Geared toward promoting small business growth and investment, SB 1783 would establish an optional, alternative small business tax code in Arizona. Under this proposal, policymakers would be able to craft and develop a tax code tailored specifically for small business owners, with an eye at setting competitive, pro-small business tax rates.
Exploring tax reform geared toward small business makes a lot of sense, especially since Arizona recently joined the ranks of other uncompetitive high tax states. Arizona currently has the 9th highest small business income tax rate, 11th highest state sales tax and 20th highest business property tax in the nation.
The ability to craft a pro-business tax code is reason enough to support SB 1783, but it turns out the legislation would have another consequence.

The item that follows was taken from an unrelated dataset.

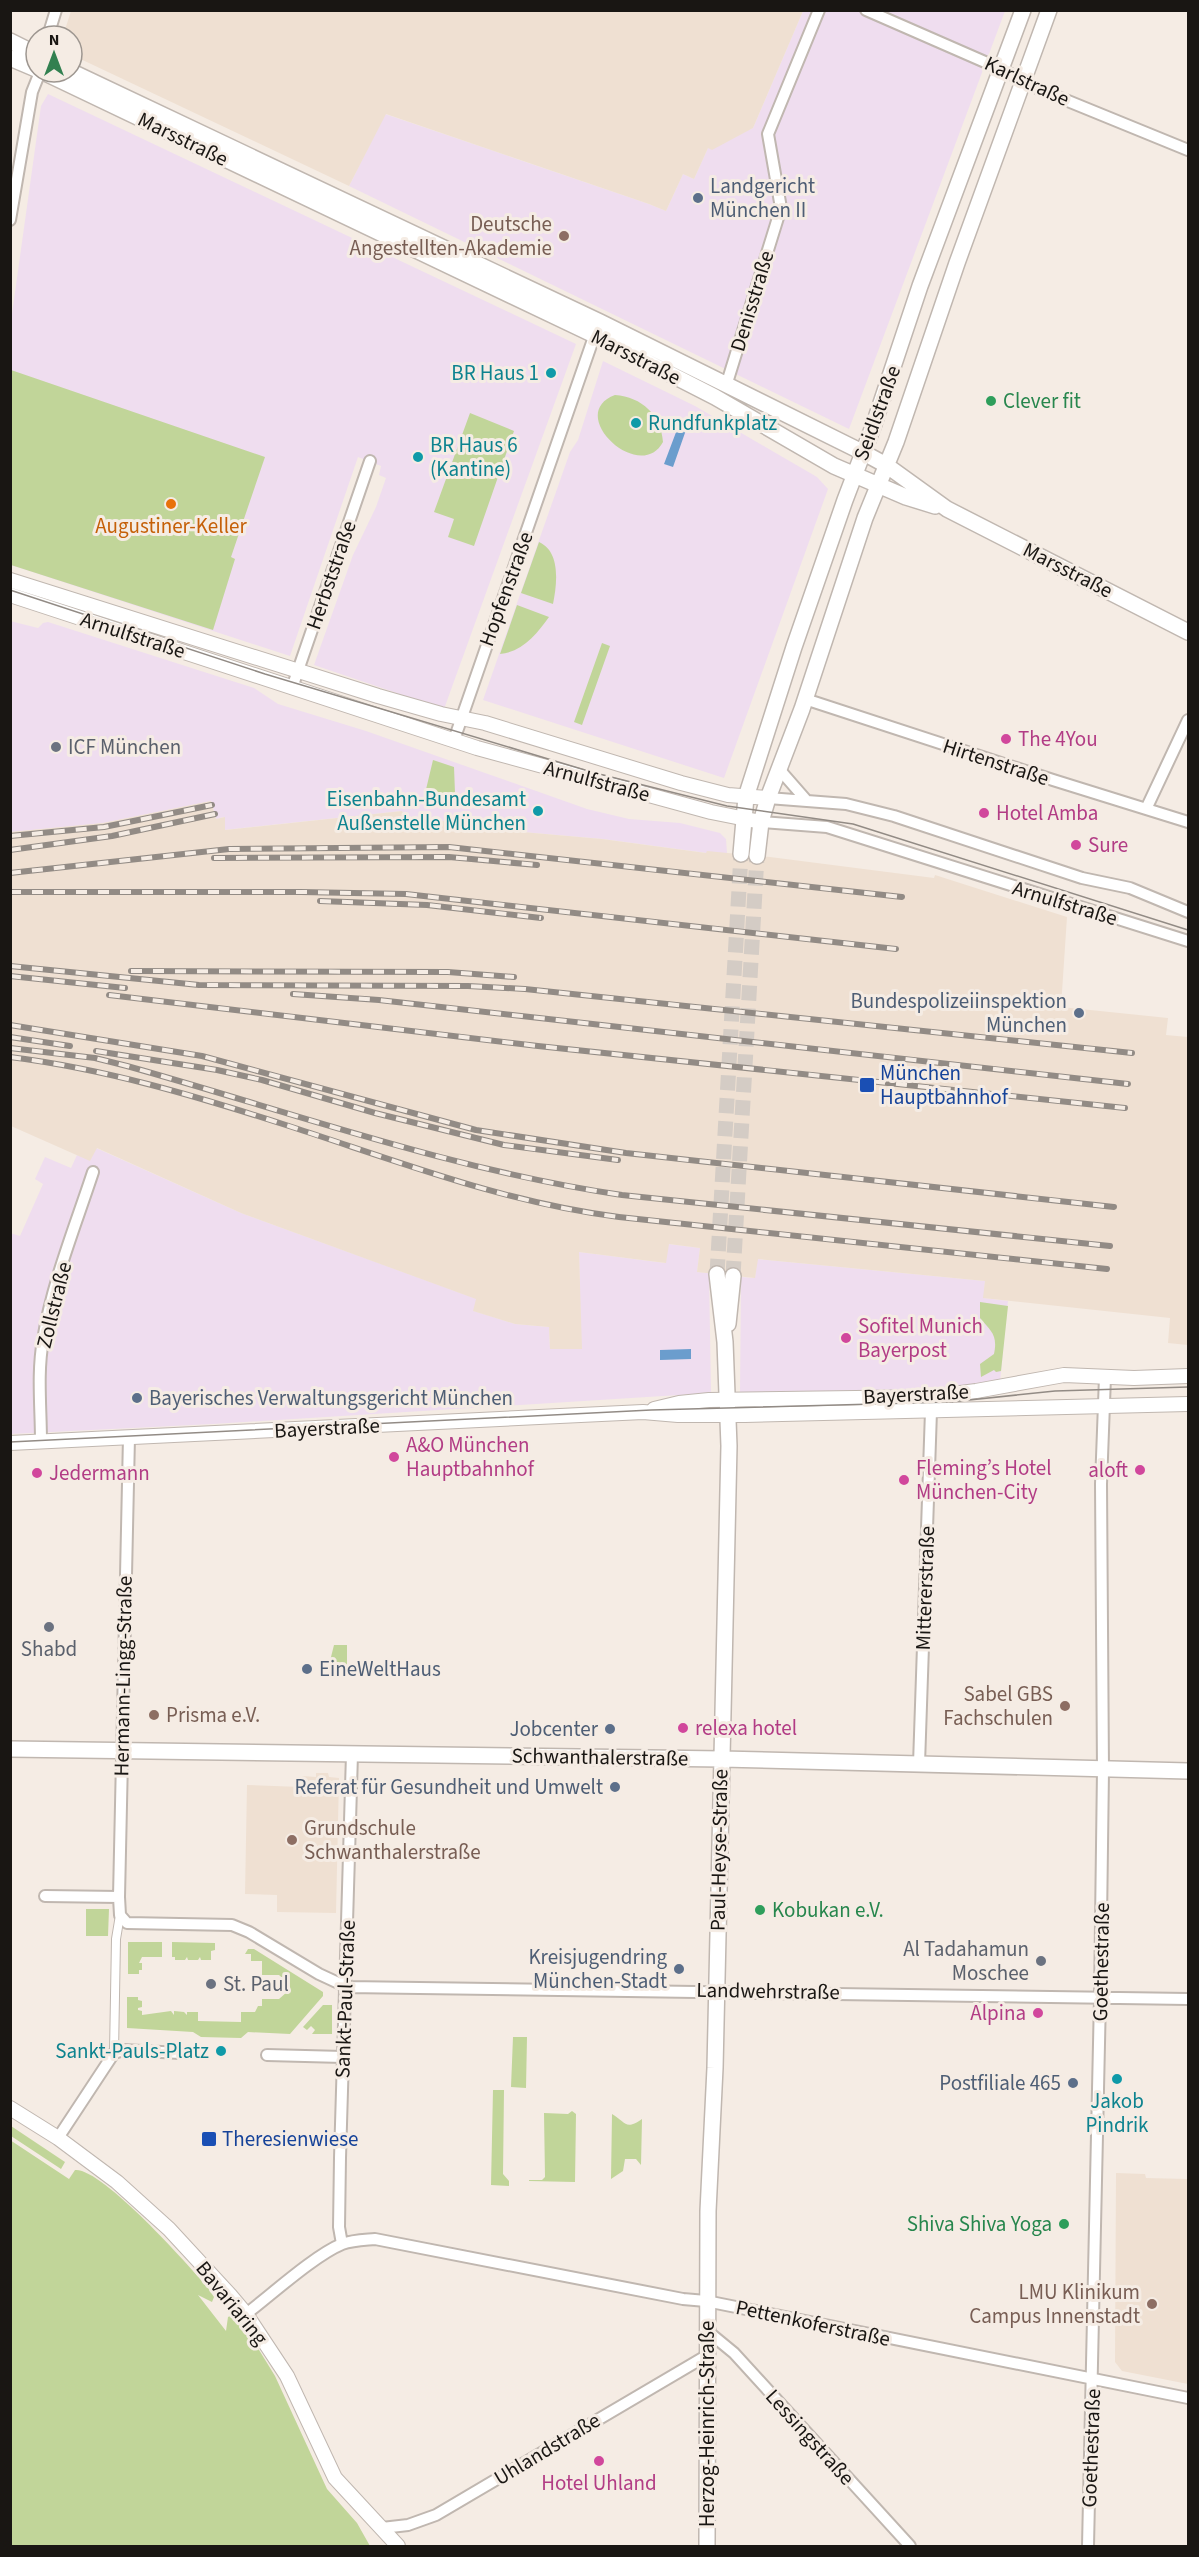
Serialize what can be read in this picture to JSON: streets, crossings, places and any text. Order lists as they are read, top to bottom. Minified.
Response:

If enacted, small businesses that elect to use this new system would also not be required to pay the income tax surcharge that was included in Proposition 208.
As a result, supporters of Proposition 208 have come out in force against the bill, claiming that SB 1783 would be an “end-run” around the initiative. This was a somewhat surprising position for them to take, especially since it completely undermines what they sold voters when Prop 208 was on the ballot.
Make no mistake, the backers of Proposition 208 were unequivocal in their position that the measure would NOT tax small business. In the official AZ Publicity Pamphlet issued to every voter in the state prior to the election, the Invest in Ed campaign stated in their ballot argument that the amount owed by small businesses under 208 would be “zero, nothing. The measure ONLY applies to personal income, not business income. This is worth repeating: There are no business-tax increases. The surcharge only applies to personal income.”
The drafters of the measure were just as emphatic, proclaiming in debates and in speeches that it was “legally impossible for any business to be taxed under Prop 208.” Any concerns that small business would be harmed by the 208 surcharge were dismissed as inaccurate fearmongering.
Now that the Joint Legislative Budget Council’s (JLBC) fiscal note has shown that, in fact, Prop 208 could potentially be a massive tax increase on small business, Prop 208 proponents are trying to figure out a way to oppose SB 1783 while still claiming that small business would not be taxed.
One of the most interesting takes has been to proclaim that Prop 208 was never really a tax on small business, it only taxes the profits from small business. Now, these types of arguments might sound okay inside the walls of a think tank, but go try and tell a small business owner that the revenue generated from their small business isn’t really from their small business. In the real world, everyone knows that income from a business is, in fact, from a business.
Unable to directly address their previous statements without acknowledging their duplicity, opponents of SB 1783 are left making general statements about how this bill is “thwarting the will of voters.” We would contend the opposite: SB 1783 honors the will of the voters by ensuring that the promises made by the supporters of Prop 208 are kept.
Fundamentally, the purpose of SB 1783 is to craft an innovative tax code designed to attract and promote small business growth in the state. Lawmakers should support the legislation for this reason alone.
But if SB 1783 provides an opportunity to reinstall trust with voters by protecting small businesses from deceptive tax increases, then even more reason this bill needs to pass.